Right now, the market is flourishing due to an international trend towards tapping into the JSE’s relatively regulation and restriction-free share market. Five stable options, then, according to Business Report, are:

  • British American Tobacco – one of the largest corporates with the highest market capitalisation and earnings that have been increasing year on year since 2017;
  • Naspers – a high-value company whose strength lies in its decisive approach to doing business;
  • Gold Fields Limited – a list-topper on the JSE due to how people take to invest in gold during uncertain periods;
  • Curro Holdings – an independent education network with an affordable share price, but which has gained the trust of investors due to the ongoing effectivity of its management strategies; and 
  • Grindrod – a freight company with high liquidity and cash flow, which has maintained an eight per cent growth in revenue over the last few years.

Change: the only constant

However, in June, Bank of America (BofA) released a report that detailed which South Africa stocks could benefit most keen investors following the COVID-19 peak – a whole new investment landscape.

A critical element in their envisaged success was how agile the companies had proved in adapting their business models to the crisis period. BofA began with a few key themes, which will be familiar with you if you’ve been keeping up with your online business reading over the COVID period.

These included deglobalisation, tech wars, big government, health and the new consumer; a country overlay was then added to the proceedings.

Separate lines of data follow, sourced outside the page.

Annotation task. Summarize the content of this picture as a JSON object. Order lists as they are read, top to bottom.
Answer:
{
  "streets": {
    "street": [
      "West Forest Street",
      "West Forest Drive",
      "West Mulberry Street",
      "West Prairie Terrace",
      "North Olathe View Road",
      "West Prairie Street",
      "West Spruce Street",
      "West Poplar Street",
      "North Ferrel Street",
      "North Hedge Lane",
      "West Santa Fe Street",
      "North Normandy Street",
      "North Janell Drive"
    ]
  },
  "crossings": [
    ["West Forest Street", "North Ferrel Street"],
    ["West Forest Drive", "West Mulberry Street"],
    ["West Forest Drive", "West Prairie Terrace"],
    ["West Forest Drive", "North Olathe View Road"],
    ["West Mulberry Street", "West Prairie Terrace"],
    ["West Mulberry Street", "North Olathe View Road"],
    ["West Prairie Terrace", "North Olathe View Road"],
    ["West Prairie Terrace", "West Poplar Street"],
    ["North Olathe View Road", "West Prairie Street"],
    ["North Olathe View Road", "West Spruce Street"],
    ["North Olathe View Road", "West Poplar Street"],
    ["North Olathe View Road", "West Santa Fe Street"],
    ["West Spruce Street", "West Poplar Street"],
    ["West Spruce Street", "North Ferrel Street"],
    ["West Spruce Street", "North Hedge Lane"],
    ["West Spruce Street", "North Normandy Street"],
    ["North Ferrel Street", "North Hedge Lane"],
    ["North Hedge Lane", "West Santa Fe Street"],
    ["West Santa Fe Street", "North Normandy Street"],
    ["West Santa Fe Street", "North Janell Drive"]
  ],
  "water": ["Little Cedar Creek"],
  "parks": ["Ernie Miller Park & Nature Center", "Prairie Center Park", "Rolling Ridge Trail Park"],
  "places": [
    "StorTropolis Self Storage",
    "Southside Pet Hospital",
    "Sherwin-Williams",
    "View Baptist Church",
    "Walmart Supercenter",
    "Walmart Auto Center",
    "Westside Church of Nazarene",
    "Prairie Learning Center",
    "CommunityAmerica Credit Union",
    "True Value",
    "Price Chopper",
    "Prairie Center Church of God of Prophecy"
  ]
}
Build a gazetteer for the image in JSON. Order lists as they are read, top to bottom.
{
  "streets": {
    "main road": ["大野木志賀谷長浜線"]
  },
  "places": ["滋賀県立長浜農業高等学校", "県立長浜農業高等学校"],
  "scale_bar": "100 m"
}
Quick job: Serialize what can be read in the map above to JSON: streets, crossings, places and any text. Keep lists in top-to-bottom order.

Read widely, think broadly and then invest in the services of a reputable broker who can assist you in surveying your options, streamlining your goals, and deciding on the level of risk with which are comfortable

Louis Schoeman

In the South African market, the top healthcare choice arising from the BofA report was Aspen – the country’s largest pharmaceutical company; while media conglomerate Naspers and tech giant Prosus ranked highest, respectively, in the technology and media segments.

The analysts commented that their “top 10 picks captured the breadth of post-Covid changes: digitalisation, increased focus on health, changing consumer preferences, but also the importance of localised supply chains and government protectionism.”

If you’ve been reading the business and investment pages, you’ll understand all of the above. If not, it’s worth making a shortlist of questions to pose to your financial advisor when next you see him or her.

Get this party started

Getting excited and keen to launch yourself into the share market? The word from Louis Schoeman, managing director of SA Shares is that it pays to proceed with caution at the outset. “Read widely, think broadly and then invest in the services of a reputable broker who can assist you in surveying your options, streamlining your goals, and deciding on the level of risk with which are comfortable,” he advises. “The post-COVID world is much changed – the increased use of technology and the internet is not going to go away, as far as online shopping, working from home and videoconference calls are concerned. These changes should all be brought into the equation when you make your share selections.”

It’s also a case of having a financial advisor or broker on board who listens to your concerns, takes on board your main investment aspirations, and calls you up for a chat and a rehash – which could still amount to an “I’m not budging an inch” – when markets are temperamental.